Ja klar. Jetzt darfst du nur nicht vergessen: Ich mag den Sound wirklich und wollte es ja auch deshalb genau so haben. Ich sitze doch nicht in meiner eigenen Produktion und sage: Das klingt jetzt wie Silbermond. Aus dem Grunde finde ich das jetzt gut. Ich habe doch auch einen gewissen Sound im Ohr, den ich vom jeweiligen Produzenten erwarte. Nimm nur den Roland Spremberg, der das letzte A-ha-Album mit produziert hat. Und als ich mit dem Thorsten zum ersten Mal zusammen gearbeitet habe – muss ich dir ehrlich sagen – hat mich das umgehauen, was der da gemacht hat. Mein Gedanke war: 'Boah, wow, gerade DAS ist doch mal innovativ. Hör dir doch nur "Vergessen" oder "Ein Guter Weg" an. Das sind Sachen, bei denen die Musik nichts anderes macht, als die Geschichte zu transportieren, indem sie den Text lediglich unterstreicht. Da habe ich bemerkt, wie sehr sich der Mensch im Produzenten mit dem Text auseinandergesetzt hat. So was zählt für mich in dem Augenblick. Das war schon ganz toll. Da denke ich nicht daran, ob das austauschbar ist. Das ist mir egal. Das ist mir sogar völlig egal.

Weil ich einfach sage: Die Musik ist lediglich das Transportmittel meiner Geschichte. Und wenn das in meinen Augen stimmig und gut ist, passt es auch. Das ist doch bei "Lichter" viel innovativer als bei "Große Freiheit". Hör es dir an.

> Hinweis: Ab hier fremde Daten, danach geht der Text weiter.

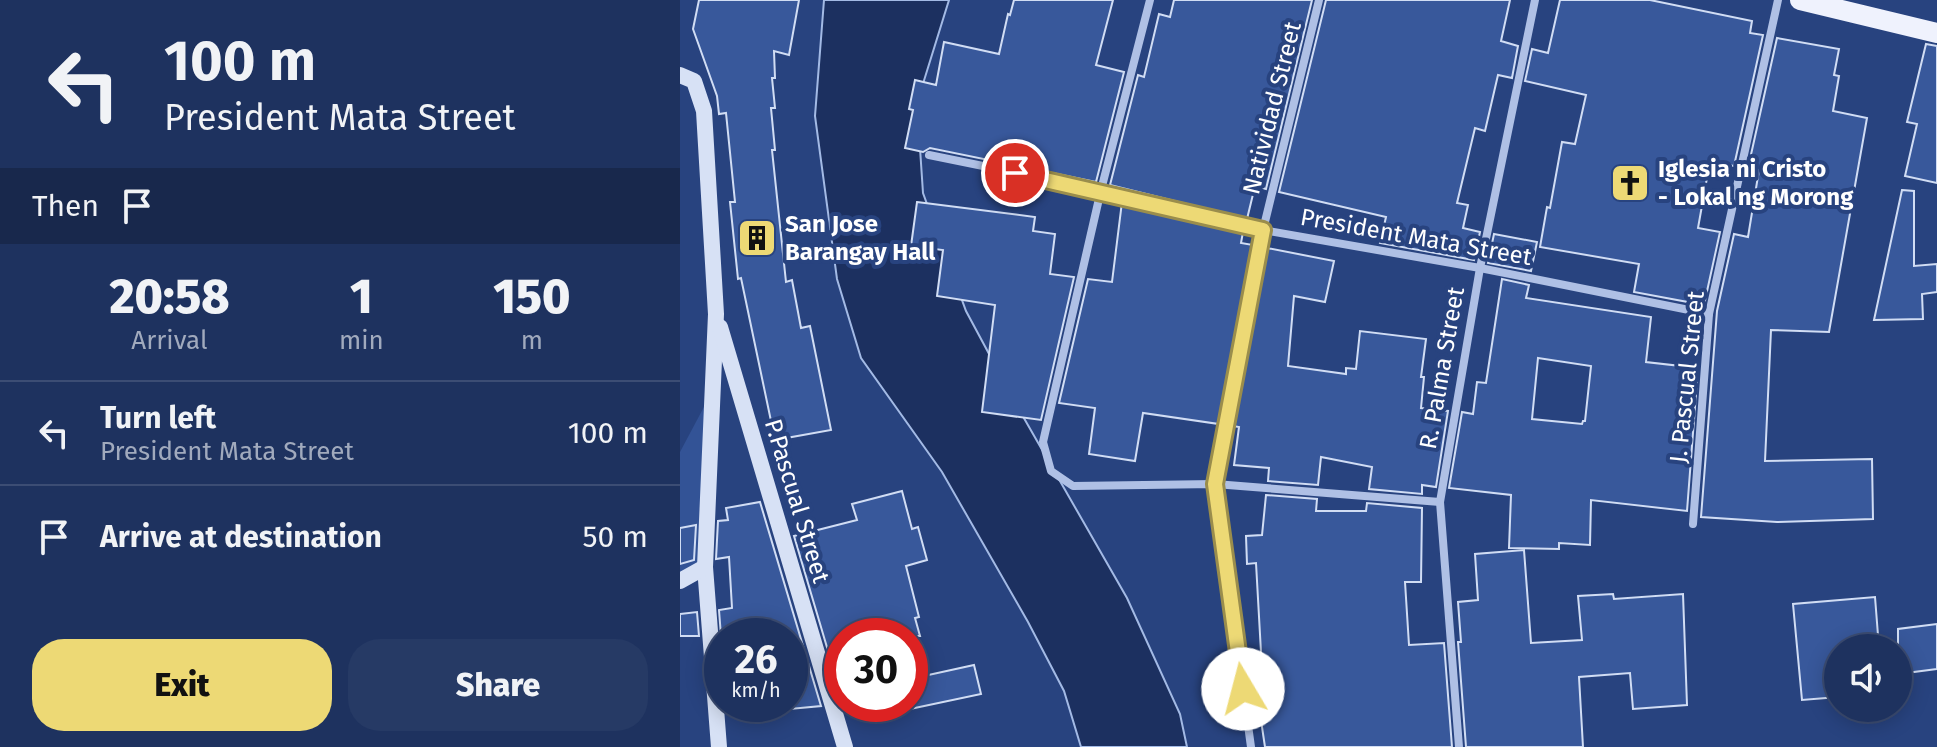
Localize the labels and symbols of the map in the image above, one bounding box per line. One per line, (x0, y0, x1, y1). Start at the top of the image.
street label: Natividad Street (1237, 19, 1307, 197)
pin (981, 139, 1049, 207)
place label: Iglesia ni Cristo - Lokal ng Morong (1658, 155, 1854, 211)
church icon: Iglesia ni Cristo - Lokal ng Morong (1609, 162, 1651, 204)
street label: President Mata Street (1298, 203, 1534, 271)
place label: San Jose Barangay Hall (785, 210, 936, 266)
building icon: San Jose Barangay Hall (736, 217, 778, 259)
street label: R. Palma Street (1414, 284, 1470, 451)
street label: J. Pascual Street (1664, 289, 1710, 464)
street label: P.Pascual Street (759, 416, 835, 587)
speed limit sign: 30 (824, 618, 928, 722)
position arrow (1201, 647, 1285, 731)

Das letzte Album ist unheimlich vollgepackt; sehr dicht. Es fehlt fast die Luft zum Atmen. Und die neue Produktion ist da wesentlich schlupfiger, wesentlich musikalischer. Ist doch eine Geschmacksache.

Die Lyrics sind dir entscheidend wichtig, wie du sagst. Sie kommen auch entsprechend authentisch rüber. Wobei ich das Vokabular als äußerst eingeschränkt empfinde. "Stern", "Licht" etc kommen gehäuft vor. "Lasst uns aufstehen, um die Welt zu sehen. Ich suche mir ein kleines Glück und das Leben ist schön", wirkt zwar authentisch, ist aber doch nichts Besonderes, was man nicht auch in diversen Schlagertexten von Andrea Berg fände.

Uargh, ich mag ja Schlager nicht so. Aber ganz ehrlich: Ich habe in meinem Leben zwei Bücher gelesen. Das war einmal "Der kleine Nick", dann noch einen Stephen King und ansonsten Clever & Smart. Ich bin nicht belesen. Ich habe das nie gelernt und bin auch keiner, der sich mit Sprache so gut auskennt. Was du hörst, ist meine echte Sprache.

Das heißt: Du rockst durch das Showbiz wie durch einen großen Abenteuerspielplatz, machst dein Ding; hast Spaß. Und was alle anderen dazu denken, ist auch Latte; nicht wahr?

Ja!

(Gelächter)

Ich bin wirklich ein ganz einfacher Mensch. Und ich habe auch nur eine ganz einfache Sprache.

Werter Graf, vielen Dank für dieses schonungslose Gespräch.